- [Data records]:

============================================================

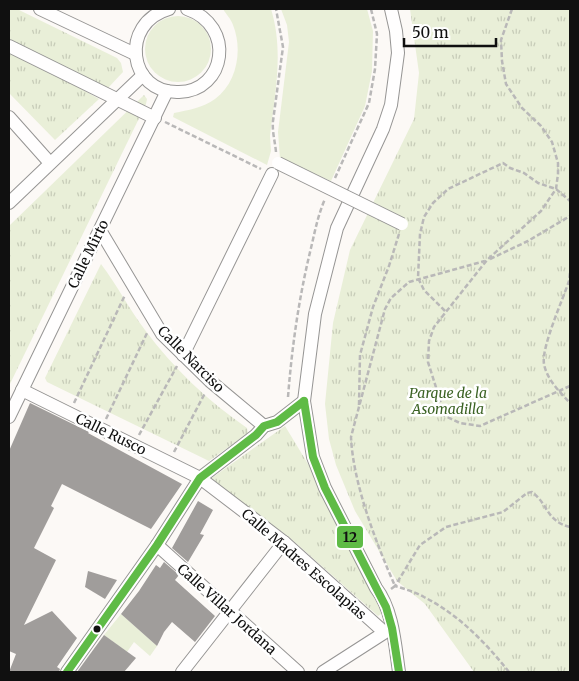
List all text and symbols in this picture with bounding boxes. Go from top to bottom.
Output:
scale bar [404,15,496,47]
text: 50 m [412,23,449,42]
street label: Calle Mirto [64,217,112,291]
street label: Calle Narciso [154,322,228,396]
park label: Parque de la Asomadilla [409,384,487,418]
street label: Calle Rusco [73,409,149,459]
street label: Calle Madres Escolapias [238,505,370,623]
line badge: 12 [336,525,364,549]
text: 12 [343,528,357,546]
street label: Calle Villar Jordana [174,560,281,659]
unlabelled marker [92,624,102,634]

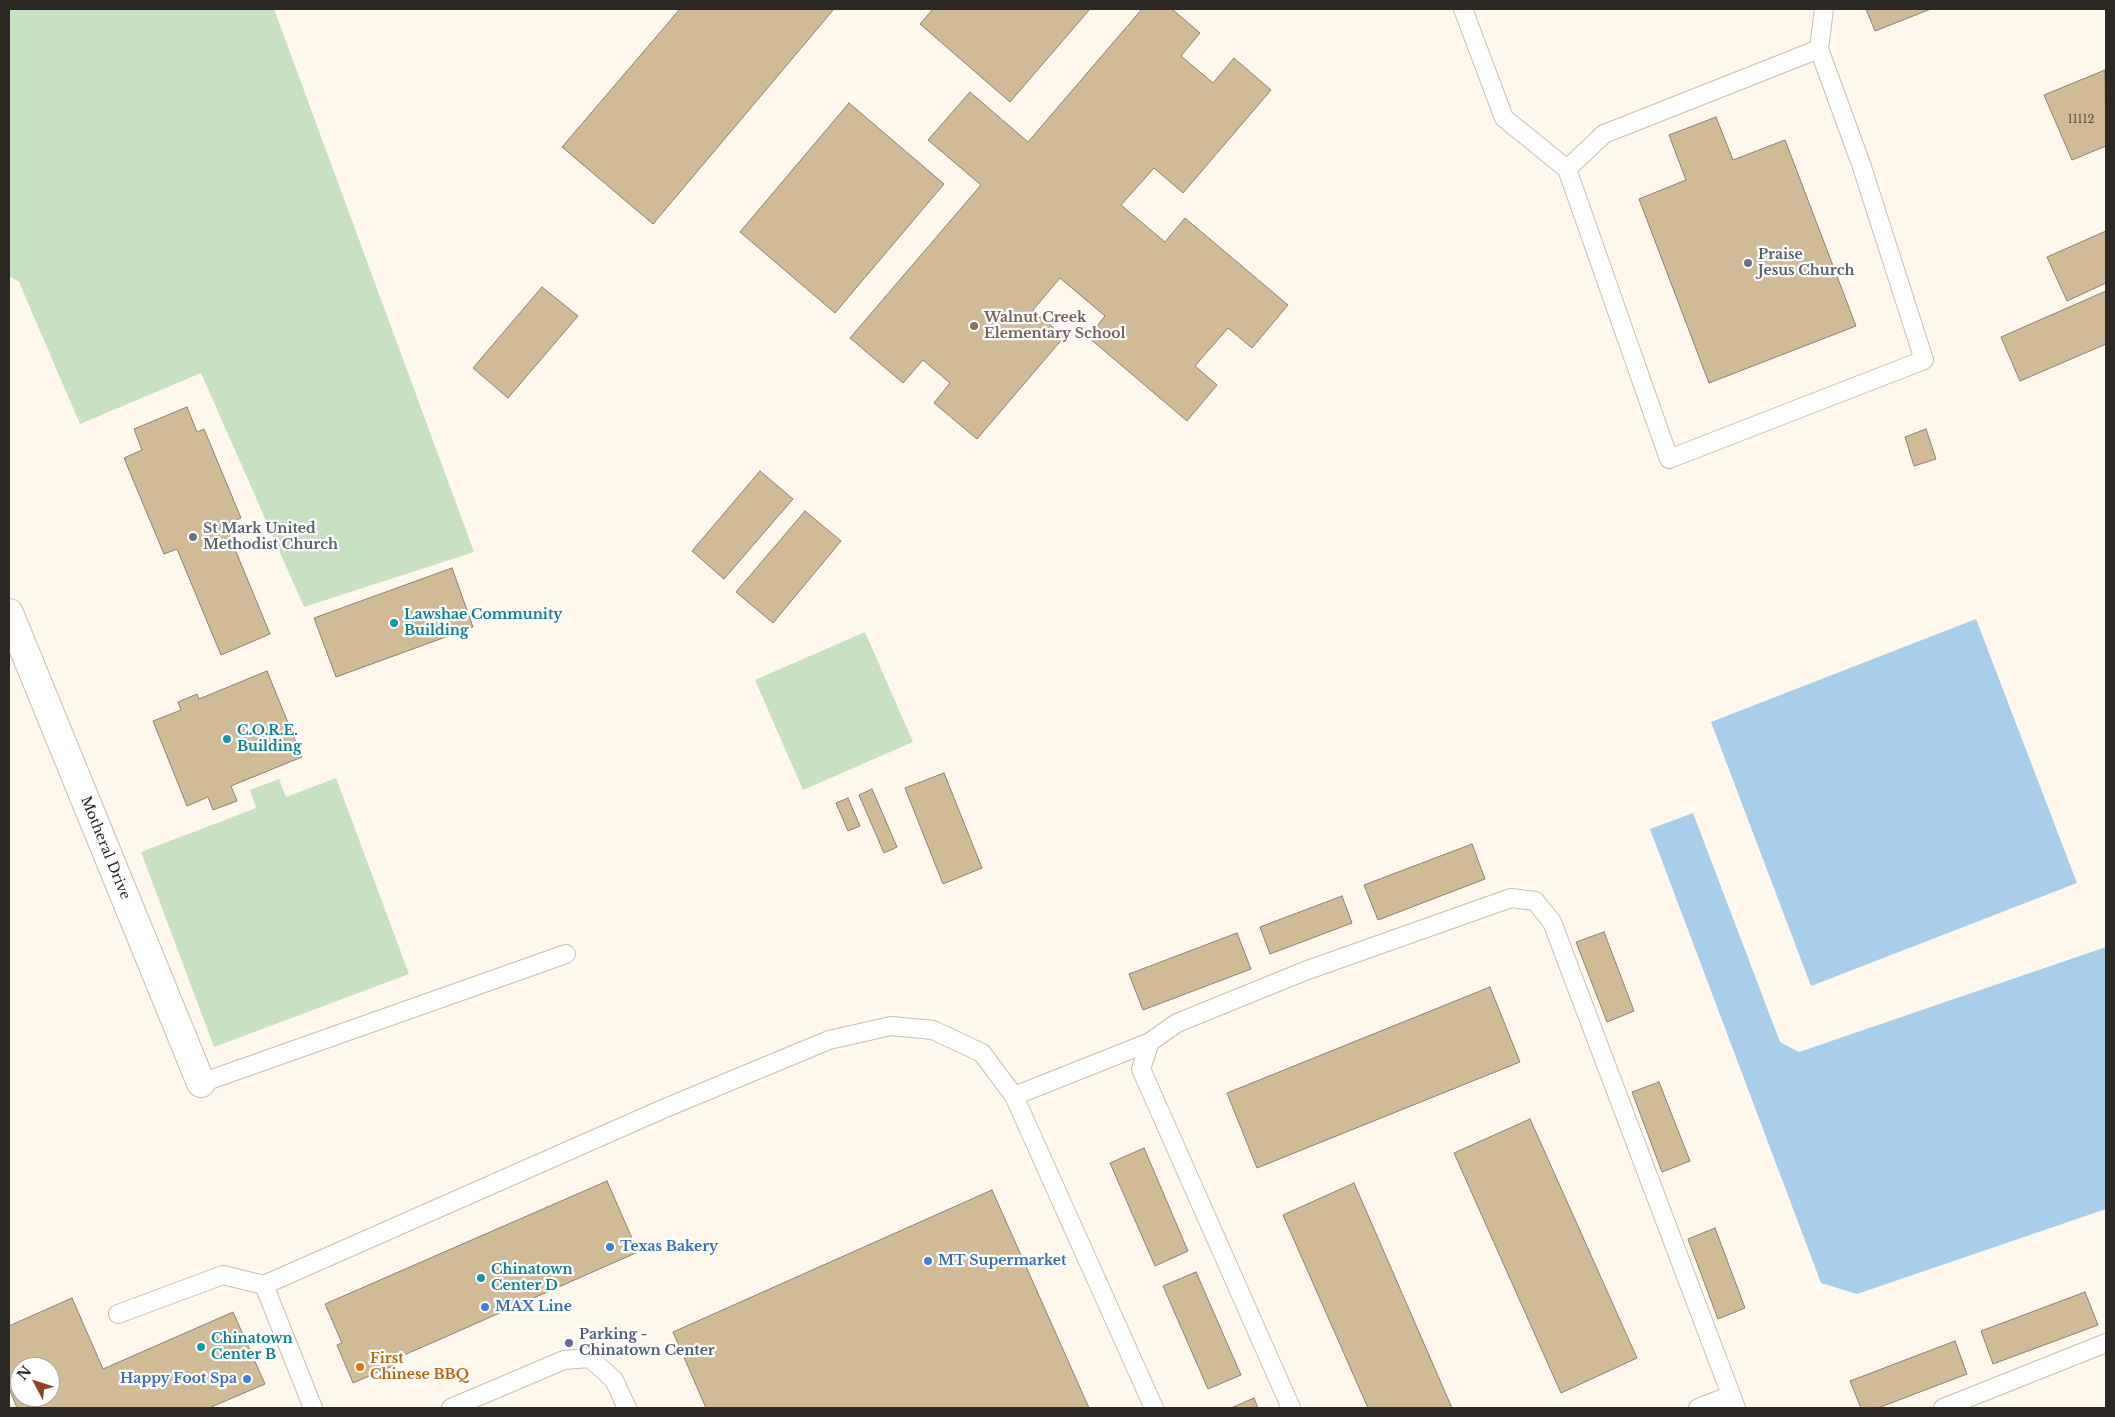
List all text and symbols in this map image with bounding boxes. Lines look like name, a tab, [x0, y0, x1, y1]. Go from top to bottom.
house number: 11112	[2068, 113, 2094, 127]
place label: Praise Jesus Church	[1758, 247, 1855, 280]
marker: Praise Jesus Church	[1742, 257, 1754, 269]
place label: Walnut Creek Elementary School	[984, 310, 1125, 342]
marker: Walnut Creek Elementary School	[968, 320, 980, 332]
place label: St Mark United Methodist Church	[203, 521, 338, 554]
marker: St Mark United Methodist Church	[187, 531, 199, 543]
place label: Lawshae Community Building	[404, 607, 562, 640]
marker: Lawshae Community Building	[388, 617, 400, 629]
place label: C.O.R.E. Building	[237, 723, 302, 756]
marker: C.O.R.E. Building	[221, 733, 233, 745]
street label: Motheral Drive	[77, 794, 133, 902]
place label: Texas Bakery	[620, 1239, 718, 1255]
marker: Texas Bakery	[604, 1241, 616, 1253]
place label: MT Supermarket	[938, 1253, 1066, 1269]
marker: MT Supermarket	[922, 1255, 934, 1267]
place label: Chinatown Center D	[491, 1262, 573, 1294]
marker: Chinatown Center D	[475, 1272, 487, 1284]
place label: MAX Line	[495, 1299, 572, 1315]
marker: MAX Line	[479, 1301, 491, 1313]
place label: Parking - Chinatown Center	[579, 1327, 715, 1360]
place label: Chinatown Center B	[211, 1331, 293, 1364]
marker: Parking - Chinatown Center	[563, 1337, 575, 1349]
marker: Chinatown Center B	[195, 1341, 207, 1353]
place label: First Chinese BBQ	[370, 1351, 469, 1384]
north arrow	[10, 1357, 60, 1407]
marker: First Chinese BBQ	[354, 1361, 366, 1373]
text: N	[13, 1362, 35, 1384]
place label: Happy Foot Spa	[120, 1371, 237, 1387]
marker: Happy Foot Spa	[241, 1373, 253, 1385]

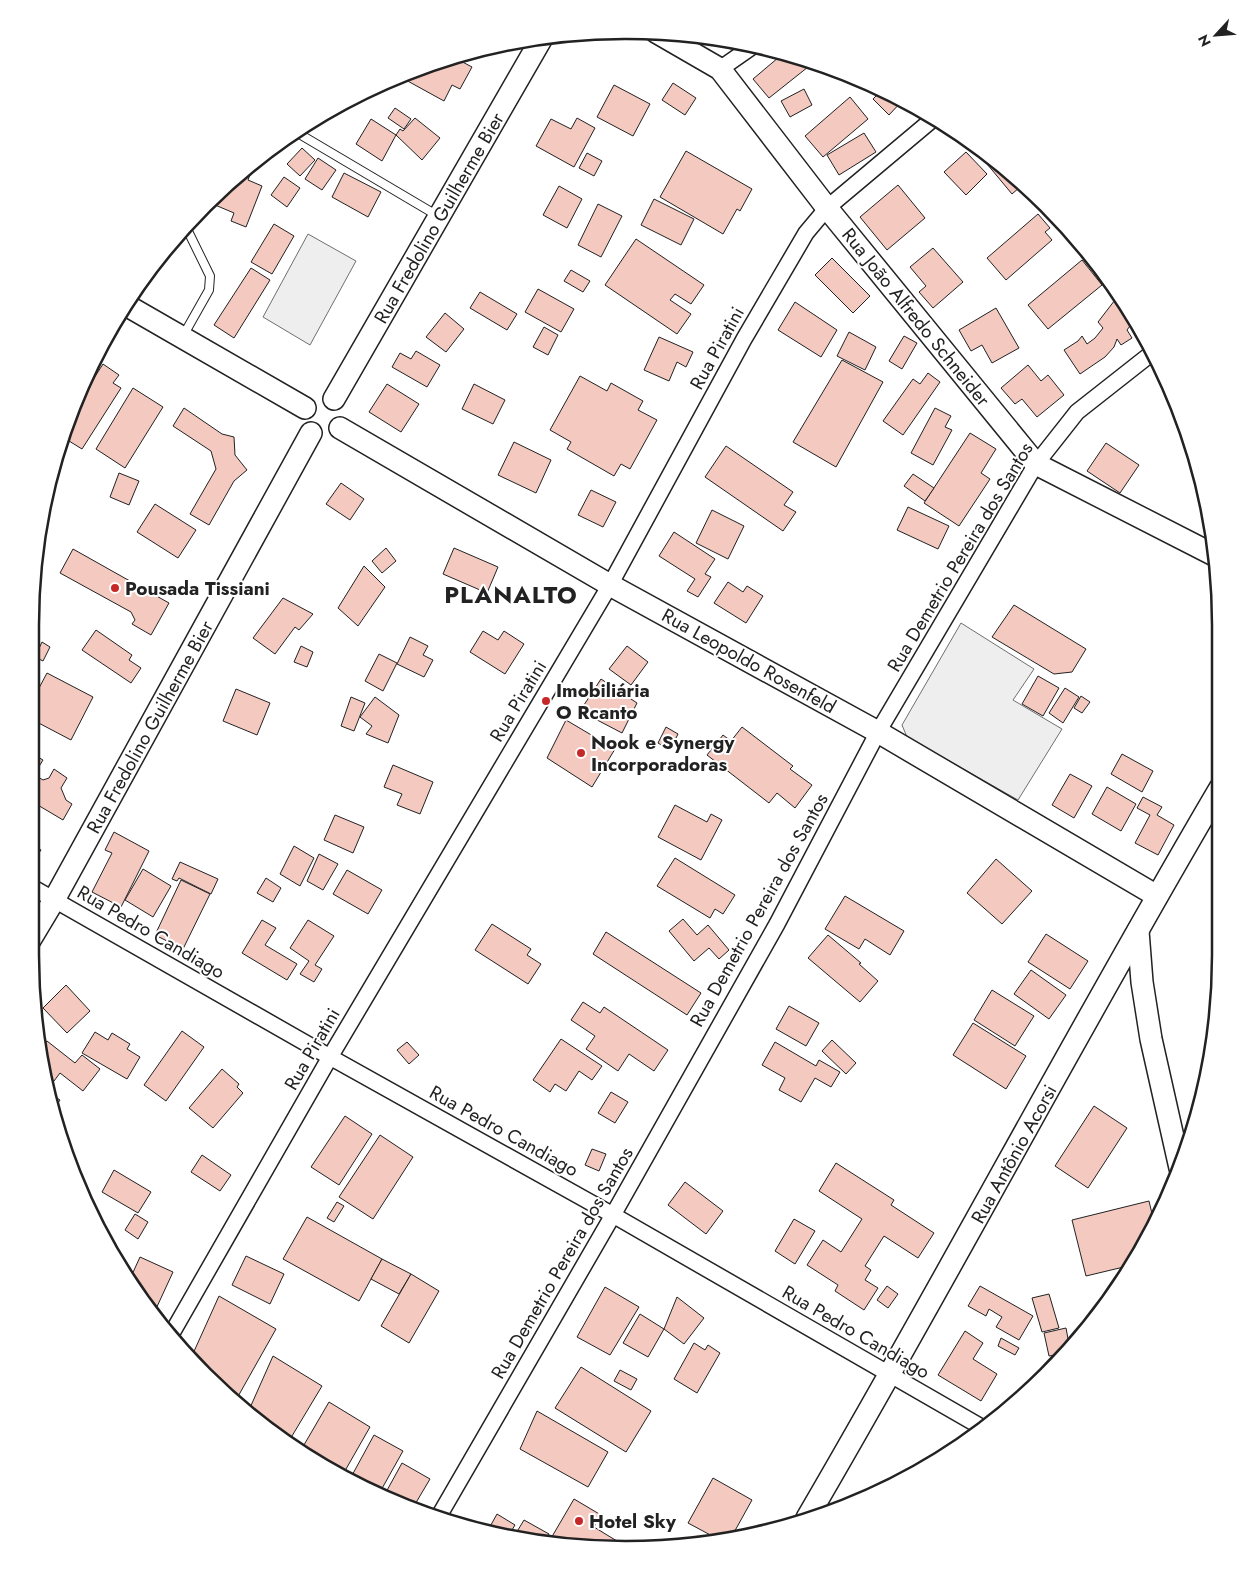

============================================================

Locate the word "Praise" in the records above, and return each line that has it.

place label: Praise Jesus Church	[1758, 247, 1855, 280]
marker: Praise Jesus Church	[1742, 257, 1754, 269]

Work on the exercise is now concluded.